El autor sostiene que esta dependencia no es accidental, sino estructural. La web centralizada necesita que los usuarios no posean sus espacios, sino que alquilen visibilidad dentro de sistemas ajenos. A corto plazo, esto se percibe como comodidad: no hay que preocuparse por servidores, diseño o mantenimiento. A largo plazo, genera una fragilidad extrema y una pérdida total de soberanía digital.
La alternativa: una web pequeña, personal y conectada
Lejos de ser un texto pesimista, “A Website to Destroy All Websites” propone una alternativa clara y práctica. No se trata de rechazar la web, sino de reconstruirla desde principios más humanos. La propuesta se basa en una web compuesta por sitios personales, simples y hechos a mano.
Los principios son directos:
- Sitios propios, bajo control del autor.
- HTML simple y comprensible.
- Publicación directa, sin intermediarios obligatorios.
- Conexión entre sitios mediante protocolos abiertos como RSS o Webmentions.
- Distribución opcional hacia redes sociales, sin depender de ellas como origen del contenido.
En este modelo, cada sitio es pequeño, pero la red es rica. La conversación no ocurre dentro de una plataforma cerrada, sino entre espacios independientes que se enlazan, se responden y se citan entre sí.
“Destruir todos los sitios web” como metáfora
El título del artículo no propone una destrucción literal. “Destruir todos los sitios web” es una metáfora para desmantelar la lógica dominante de la web industrializada. Significa abandonar la obsesión por escalar, monetizar y optimizar, y reemplazarla por una lógica de expresión, intercambio y experimentación.
El autor insiste en que este enfoque no requiere permisos, inversiones ni tecnologías complejas. Basta con empezar. Un sitio sencillo, personal y honesto es suficiente para romper la dependencia de plataformas que ya no sirven a los intereses humanos.
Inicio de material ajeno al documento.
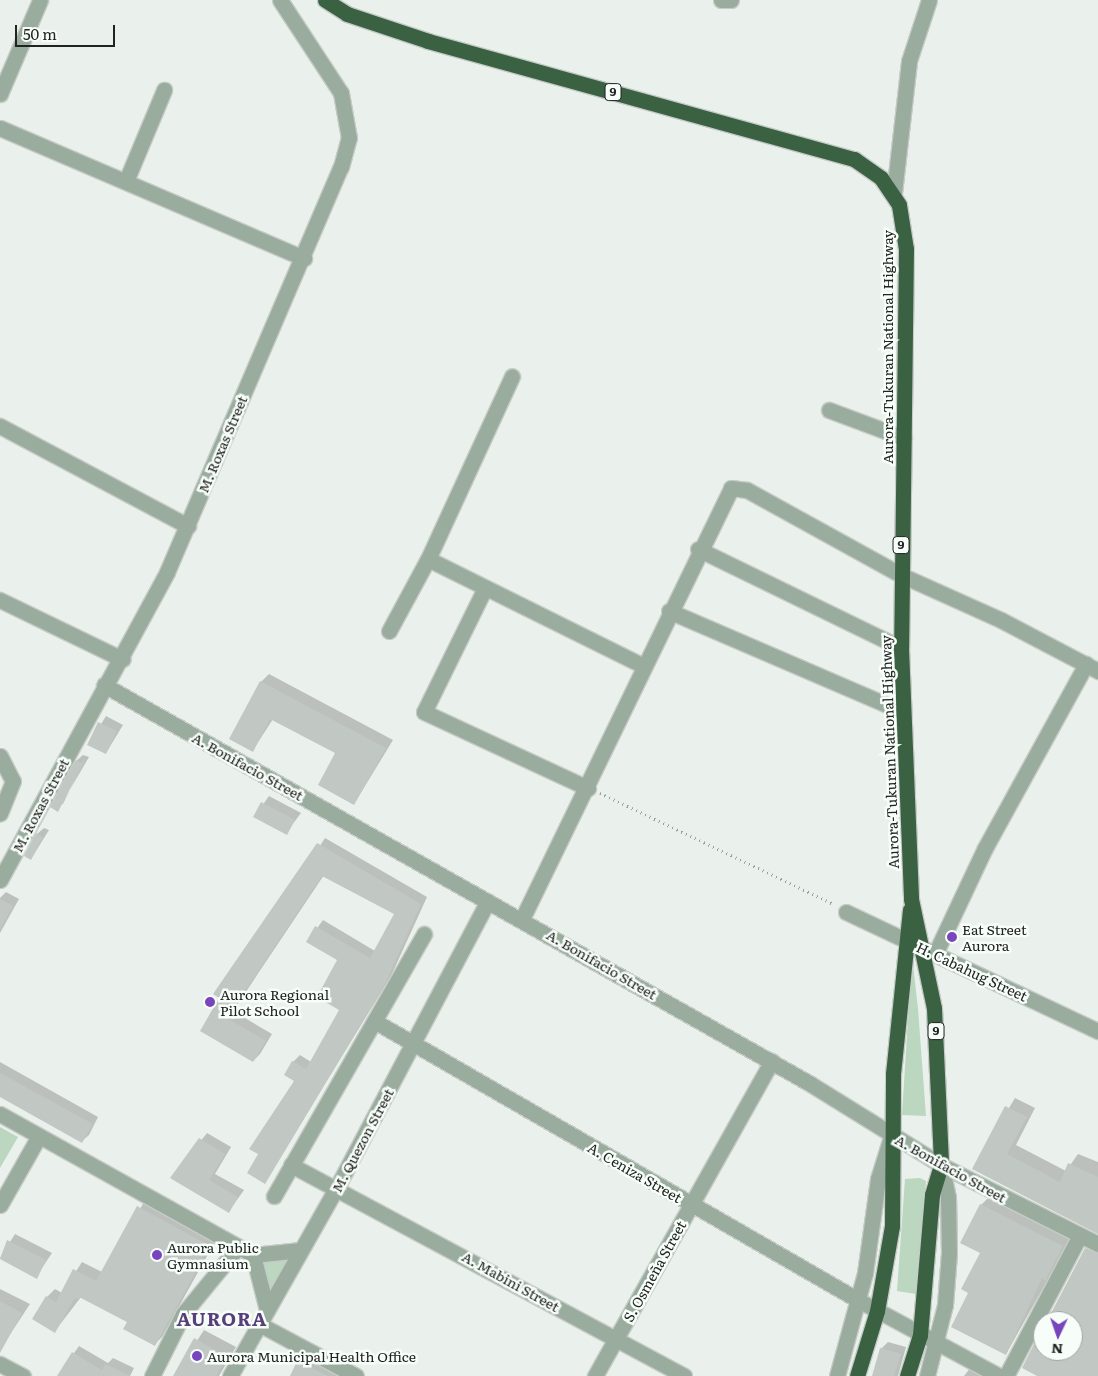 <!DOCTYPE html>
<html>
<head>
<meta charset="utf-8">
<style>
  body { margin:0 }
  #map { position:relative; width:1098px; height:1376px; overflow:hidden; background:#eaf0eb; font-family:Literata,serif }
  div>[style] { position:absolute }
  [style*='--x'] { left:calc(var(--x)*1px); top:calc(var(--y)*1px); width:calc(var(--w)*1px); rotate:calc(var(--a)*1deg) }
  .green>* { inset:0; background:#bbd7c0 }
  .shadow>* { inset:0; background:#0003 }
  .building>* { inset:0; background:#c1c7c2 }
  .path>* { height:2.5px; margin-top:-1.25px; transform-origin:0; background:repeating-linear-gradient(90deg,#999e9a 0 1px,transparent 0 5px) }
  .roads { filter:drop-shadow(1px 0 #c6cbc7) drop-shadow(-1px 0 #c6cbc7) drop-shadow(0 1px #c6cbc7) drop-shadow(0 -1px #c6cbc7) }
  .minor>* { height:15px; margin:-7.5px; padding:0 7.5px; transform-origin:7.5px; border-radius:7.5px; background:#9aac9d }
  .highway>* { height:15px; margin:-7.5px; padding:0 7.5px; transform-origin:7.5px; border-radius:7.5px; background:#3b6143 }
  .dots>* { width:14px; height:14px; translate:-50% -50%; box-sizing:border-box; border:2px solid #f7fdf8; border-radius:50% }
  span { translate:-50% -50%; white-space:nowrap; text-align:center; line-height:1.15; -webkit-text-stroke:5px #f7fdf8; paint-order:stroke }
  .shield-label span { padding:1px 4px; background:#f7fdf8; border:1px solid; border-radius:4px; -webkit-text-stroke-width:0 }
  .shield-label { font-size:12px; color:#212321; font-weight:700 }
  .street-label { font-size:14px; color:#212321 }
  .poi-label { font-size:14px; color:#212321 }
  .left { translate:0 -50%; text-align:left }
  .district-label { font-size:19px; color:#563f7b; font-weight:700; letter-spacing:1px }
  .north { position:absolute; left:1033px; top:1311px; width:50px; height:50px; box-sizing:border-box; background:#f7fdf8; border:1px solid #a1a6a2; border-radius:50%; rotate:183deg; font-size:14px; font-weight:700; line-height:20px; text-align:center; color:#212321 }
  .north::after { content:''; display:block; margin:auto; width:18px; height:22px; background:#7845bc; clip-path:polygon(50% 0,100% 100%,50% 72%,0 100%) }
  .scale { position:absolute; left:15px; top:25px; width:100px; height:22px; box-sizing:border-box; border:2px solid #212321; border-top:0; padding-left:6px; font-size:15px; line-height:18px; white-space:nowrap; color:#212321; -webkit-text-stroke:4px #f7fdf8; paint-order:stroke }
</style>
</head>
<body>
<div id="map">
  <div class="green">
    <i style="clip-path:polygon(912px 955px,918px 1009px,926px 1116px,902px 1115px)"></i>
    <i style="clip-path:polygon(0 1127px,18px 1137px,0 1168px)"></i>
    <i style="clip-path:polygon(920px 1178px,926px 1181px,916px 1294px,897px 1291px,905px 1179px)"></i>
    <i style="clip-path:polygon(292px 1256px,269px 1296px,260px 1259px)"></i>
  </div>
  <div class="shadow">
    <i style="clip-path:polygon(269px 674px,393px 740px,354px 804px,337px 753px,273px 719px,253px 750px,261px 682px)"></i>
    <i style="clip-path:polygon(106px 716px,123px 725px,106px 753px,89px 744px)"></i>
    <i style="clip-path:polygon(evenodd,83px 755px,89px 757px,58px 810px,76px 761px,83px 755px,85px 758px,63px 804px,61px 804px,85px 758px)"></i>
    <i style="clip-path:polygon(269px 796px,301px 813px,286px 833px,255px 816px)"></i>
    <i style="clip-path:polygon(44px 828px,49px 830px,31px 859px,37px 834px)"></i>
    <i style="clip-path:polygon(325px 838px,427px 897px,391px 976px,265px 1182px,295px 1080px,293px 1062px,300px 1055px,311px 1062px,340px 1010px,338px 960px,308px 941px,323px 920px,375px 951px,396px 913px,324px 875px,233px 1011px,272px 1034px,260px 1054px,253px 1061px,201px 1031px)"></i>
    <i style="clip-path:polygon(6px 892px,19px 899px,0 933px,0 898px)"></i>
    <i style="clip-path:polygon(0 1062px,98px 1117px,89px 1135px,82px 1141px,0 1096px)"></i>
    <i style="clip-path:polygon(1015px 1098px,1035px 1108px,1016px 1145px,1066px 1171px,1078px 1154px,1098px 1162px,1098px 1232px,973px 1168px)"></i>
    <i style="clip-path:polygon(207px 1133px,231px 1147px,215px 1174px,244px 1190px,229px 1211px,172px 1178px)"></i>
    <i style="clip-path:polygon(990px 1196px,1072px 1237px,1006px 1354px,970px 1292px,981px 1252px,981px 1205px)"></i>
    <i style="clip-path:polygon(146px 1199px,217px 1238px,162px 1337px,154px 1345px,128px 1322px,81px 1297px,55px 1331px,47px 1297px,55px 1289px,62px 1293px,82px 1262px,102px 1272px)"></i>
    <i style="clip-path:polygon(15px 1234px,52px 1253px,36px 1277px,0 1258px)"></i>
    <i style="clip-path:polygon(1096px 1240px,1098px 1376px,1039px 1376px,1024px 1368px,1043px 1331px,1043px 1351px,1073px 1351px,1073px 1321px,1048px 1321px)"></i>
    <i style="clip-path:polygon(0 1289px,30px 1304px,5px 1342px,0 1339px)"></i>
    <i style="clip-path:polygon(204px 1330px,236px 1347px,219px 1376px,174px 1376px)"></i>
    <i style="clip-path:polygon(888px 1342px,906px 1347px,898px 1376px,873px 1376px,881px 1349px)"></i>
    <i style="clip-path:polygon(79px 1346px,108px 1363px,113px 1358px,134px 1368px,130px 1376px,58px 1376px)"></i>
    <i style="clip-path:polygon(305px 1355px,347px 1376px,291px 1376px)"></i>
    <i style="clip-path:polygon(974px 1363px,998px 1376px,964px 1376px)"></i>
  </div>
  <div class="building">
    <i style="clip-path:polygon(260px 681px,386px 748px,354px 805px,318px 785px,335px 753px,270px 719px,253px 752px,229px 739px)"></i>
    <i style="clip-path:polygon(98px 722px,117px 731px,106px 754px,87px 745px)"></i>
    <i style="clip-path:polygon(75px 760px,83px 764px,58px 812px,50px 807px)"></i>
    <i style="clip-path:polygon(261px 802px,295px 820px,287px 835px,253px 817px)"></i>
    <i style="clip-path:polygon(36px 833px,43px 837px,31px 860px,24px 856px)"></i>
    <i style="clip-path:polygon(317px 843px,421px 904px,385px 984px,265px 1184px,247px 1173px,258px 1154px,249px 1149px,294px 1081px,284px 1075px,292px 1061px,306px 1069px,339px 1010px,317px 997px,337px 960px,306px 942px,315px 926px,370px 958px,394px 914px,322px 876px,227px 1018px,266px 1041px,253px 1062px,200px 1031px,219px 998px,213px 994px)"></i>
    <i style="clip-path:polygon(0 899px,13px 906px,0 930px)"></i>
    <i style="clip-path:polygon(0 1073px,93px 1124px,82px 1143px,0 1097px)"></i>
    <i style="clip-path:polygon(1005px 1106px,1027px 1117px,1007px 1154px,1060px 1182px,1068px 1163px,1098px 1177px,1098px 1234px,972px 1169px)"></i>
    <i style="clip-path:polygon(199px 1138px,225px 1154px,209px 1180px,238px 1197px,229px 1213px,170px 1178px)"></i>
    <i style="clip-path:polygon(980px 1204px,1063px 1246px,1045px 1281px,1042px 1278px,1006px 1355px,951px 1327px,968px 1293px,961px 1289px,980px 1253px,960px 1243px)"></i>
    <i style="clip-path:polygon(137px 1206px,210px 1246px,155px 1346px,123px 1329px,127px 1322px,81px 1298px,74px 1299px,55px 1333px,32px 1319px,46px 1296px,56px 1302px,73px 1269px,96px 1281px)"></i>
    <i style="clip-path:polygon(7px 1240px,46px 1260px,37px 1279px,0 1259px)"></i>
    <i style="clip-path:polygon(1085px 1248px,1098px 1253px,1098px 1376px,1037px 1376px,1022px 1368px,1042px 1328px,1043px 1351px,1073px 1351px,1073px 1321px,1047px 1321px)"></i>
    <i style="clip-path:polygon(0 1301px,22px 1313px,0 1353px)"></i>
    <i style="clip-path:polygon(194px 1338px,227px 1357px,216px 1376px,173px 1376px)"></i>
    <i style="clip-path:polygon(880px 1348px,901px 1354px,894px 1376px,872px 1376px)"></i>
    <i style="clip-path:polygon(72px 1352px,102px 1370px,105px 1364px,131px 1376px,57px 1376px)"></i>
    <i style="clip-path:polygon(297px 1361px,328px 1376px,290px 1376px)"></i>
  </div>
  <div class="path">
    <i style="--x:600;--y:793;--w:259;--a:25.4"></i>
  </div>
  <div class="roads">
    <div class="minor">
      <i style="--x:721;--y:0;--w:10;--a:0"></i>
      <i style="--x:0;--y:94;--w:102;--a:-66.9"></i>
      <i style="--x:0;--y:128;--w:331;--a:23.2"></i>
      <i style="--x:126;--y:181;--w:99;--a:-67.3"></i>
      <i style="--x:894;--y:193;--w:133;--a:-83.5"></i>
      <i style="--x:909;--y:61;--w:64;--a:-71.8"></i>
      <i style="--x:829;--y:410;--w:80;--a:20.5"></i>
      <i style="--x:0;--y:426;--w:213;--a:28"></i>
      <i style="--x:698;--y:549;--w:226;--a:26"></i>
      <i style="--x:428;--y:559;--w:241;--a:26.4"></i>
      <i style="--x:485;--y:588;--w:138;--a:116.2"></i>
      <i style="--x:424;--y:712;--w:181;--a:24.9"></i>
      <i style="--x:0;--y:600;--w:136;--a:25.8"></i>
      <i style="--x:669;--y:611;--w:255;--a:23.3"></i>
      <i style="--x:389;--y:631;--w:82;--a:-61.6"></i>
      <i style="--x:428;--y:559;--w:201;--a:-65.3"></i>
      <i style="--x:104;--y:685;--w:810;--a:29.45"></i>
      <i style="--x:809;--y:1083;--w:155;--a:31.8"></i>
      <i style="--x:941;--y:1165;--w:176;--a:26.7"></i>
      <i style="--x:0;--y:756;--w:28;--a:63"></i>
      <i style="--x:13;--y:781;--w:35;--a:112"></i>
      <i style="--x:0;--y:880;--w:350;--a:-61.5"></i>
      <i style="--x:167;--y:572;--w:441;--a:-66.8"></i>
      <i style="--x:341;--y:167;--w:30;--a:-75"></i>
      <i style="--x:349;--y:138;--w:46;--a:-100.1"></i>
      <i style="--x:341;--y:93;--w:111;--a:-123.3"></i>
      <i style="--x:846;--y:912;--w:279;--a:25.3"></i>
      <i style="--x:522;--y:919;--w:479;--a:-64.1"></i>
      <i style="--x:731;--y:488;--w:16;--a:7"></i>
      <i style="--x:747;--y:490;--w:176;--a:28.9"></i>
      <i style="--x:901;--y:575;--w:110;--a:24.2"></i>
      <i style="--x:1001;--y:620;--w:110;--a:27.7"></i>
      <i style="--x:936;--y:952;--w:115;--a:-64.8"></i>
      <i style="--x:985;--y:848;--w:210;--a:-61.2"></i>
      <i style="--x:376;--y:1022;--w:556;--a:29.97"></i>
      <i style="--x:858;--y:1300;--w:160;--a:28.3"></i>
      <i style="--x:0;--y:1114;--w:290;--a:29.1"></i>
      <i style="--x:253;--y:1255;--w:48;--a:-5.9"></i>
      <i style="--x:291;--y:1165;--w:446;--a:28.2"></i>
      <i style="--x:274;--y:1196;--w:302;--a:-60.2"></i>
      <i style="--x:0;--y:1205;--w:79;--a:-60.5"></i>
      <i style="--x:253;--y:1255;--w:57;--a:75.7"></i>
      <i style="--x:259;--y:1324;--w:110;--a:28.2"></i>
      <i style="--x:0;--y:1364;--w:26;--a:28"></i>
      <i style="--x:152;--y:1376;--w:69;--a:-63.4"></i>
      <i style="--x:183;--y:1314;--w:87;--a:-50.6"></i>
      <i style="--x:230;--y:1376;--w:217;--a:-60.5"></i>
      <i style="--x:337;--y:1187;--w:323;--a:-62.2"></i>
      <i style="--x:595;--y:1376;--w:361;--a:-60.7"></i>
      <i style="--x:837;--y:1376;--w:107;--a:-74.8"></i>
      <i style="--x:865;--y:1273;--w:95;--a:-82.1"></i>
      <i style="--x:878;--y:1179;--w:44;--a:-72.8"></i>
      <i style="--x:927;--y:1376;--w:73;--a:-75.8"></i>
      <i style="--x:945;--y:1305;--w:52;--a:-85.6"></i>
      <i style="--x:949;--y:1253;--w:56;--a:-91"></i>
      <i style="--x:948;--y:1197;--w:33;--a:-102"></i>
      <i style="--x:1006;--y:1376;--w:159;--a:-62.3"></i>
    </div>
    <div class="highway">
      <i style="--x:325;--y:0;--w:26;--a:32"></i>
      <i style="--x:347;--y:14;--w:85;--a:18.4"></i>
      <i style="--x:428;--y:41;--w:442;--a:15.5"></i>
      <i style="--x:854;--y:159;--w:33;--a:35"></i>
      <i style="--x:881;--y:178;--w:32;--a:56"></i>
      <i style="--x:899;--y:205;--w:45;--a:81"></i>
      <i style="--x:906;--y:249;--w:399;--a:90.7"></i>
      <i style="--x:901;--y:648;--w:251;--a:87.7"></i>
      <i style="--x:911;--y:899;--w:111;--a:78.1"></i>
      <i style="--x:934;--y:1008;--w:157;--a:87.4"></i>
      <i style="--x:941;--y:1165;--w:31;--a:107"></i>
      <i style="--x:932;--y:1195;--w:141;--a:94.9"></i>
      <i style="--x:920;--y:1335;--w:43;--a:107.6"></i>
      <i style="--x:857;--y:1376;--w:68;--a:-72.9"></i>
      <i style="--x:877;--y:1311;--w:86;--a:-80"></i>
      <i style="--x:892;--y:1226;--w:152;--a:-89.6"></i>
      <i style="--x:893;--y:1074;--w:165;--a:-84.1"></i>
    </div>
  </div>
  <div class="dots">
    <i style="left:952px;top:937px;background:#7845bc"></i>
    <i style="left:210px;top:1002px;background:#7845bc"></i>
    <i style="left:157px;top:1255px;background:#7845bc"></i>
    <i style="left:197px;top:1356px;background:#7845bc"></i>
  </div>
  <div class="shield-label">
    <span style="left:613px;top:92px">9</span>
    <span style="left:901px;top:545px">9</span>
    <span style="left:936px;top:1031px">9</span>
  </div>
  <div class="street-label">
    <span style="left:887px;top:347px;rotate:-90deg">Aurora-Tukuran National Highway</span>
    <span style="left:222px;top:444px;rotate:-67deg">M. Roxas Street</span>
    <span style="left:889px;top:752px;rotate:-92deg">Aurora-Tukuran National Highway</span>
    <span style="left:248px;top:766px;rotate:29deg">A. Bonifacio Street</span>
    <span style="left:40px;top:805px;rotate:-62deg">M. Roxas Street</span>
    <span style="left:602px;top:964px;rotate:30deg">A. Bonifacio Street</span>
    <span style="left:972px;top:971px;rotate:25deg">H. Cabahug Street</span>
    <span style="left:362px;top:1140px;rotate:-62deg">M. Quezon Street</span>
    <span style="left:951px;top:1168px;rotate:29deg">A. Bonifacio Street</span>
    <span style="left:635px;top:1172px;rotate:30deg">A. Ceniza Street</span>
    <span style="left:654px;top:1271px;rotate:-61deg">S. Osmeña Street</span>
    <span style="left:511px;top:1281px;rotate:29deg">A. Mabini Street</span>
  </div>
  <div class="poi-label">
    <span class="left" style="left:962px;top:937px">Eat Street<br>Aurora</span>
    <span class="left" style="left:220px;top:1002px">Aurora Regional<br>Pilot School</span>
    <span class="left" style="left:167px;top:1255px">Aurora Public<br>Gymnasium</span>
    <span class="left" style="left:207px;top:1356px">Aurora Municipal Health Office</span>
  </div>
  <div class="district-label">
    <span style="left:222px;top:1319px">AURORA</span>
  </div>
  <div class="north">N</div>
  <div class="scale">50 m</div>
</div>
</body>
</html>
Una reflexión necesaria para el presente digital
El texto de Henry.codes funciona como una crítica cultural profunda, pero también como un llamado a la acción individual. No propone una revolución global ni una solución única, sino una serie de decisiones personales que, acumuladas, pueden cambiar la forma en que se vive la web.
En un contexto marcado por la inteligencia artificial, la automatización del contenido y la economía de la atención, la idea de una web más humana, limitada y consciente adquiere una relevancia renovada. Recuperar la propiedad, la intención y el sentido de lo que se publica puede ser, paradójicamente, el acto más disruptivo de todos.
Fuente
Henry.codes, A Website to Destroy All Websites.
Ideas conceptuales basadas en la obra de Ivan Illich sobre herramientas convivenciales y crítica a los sistemas industriales.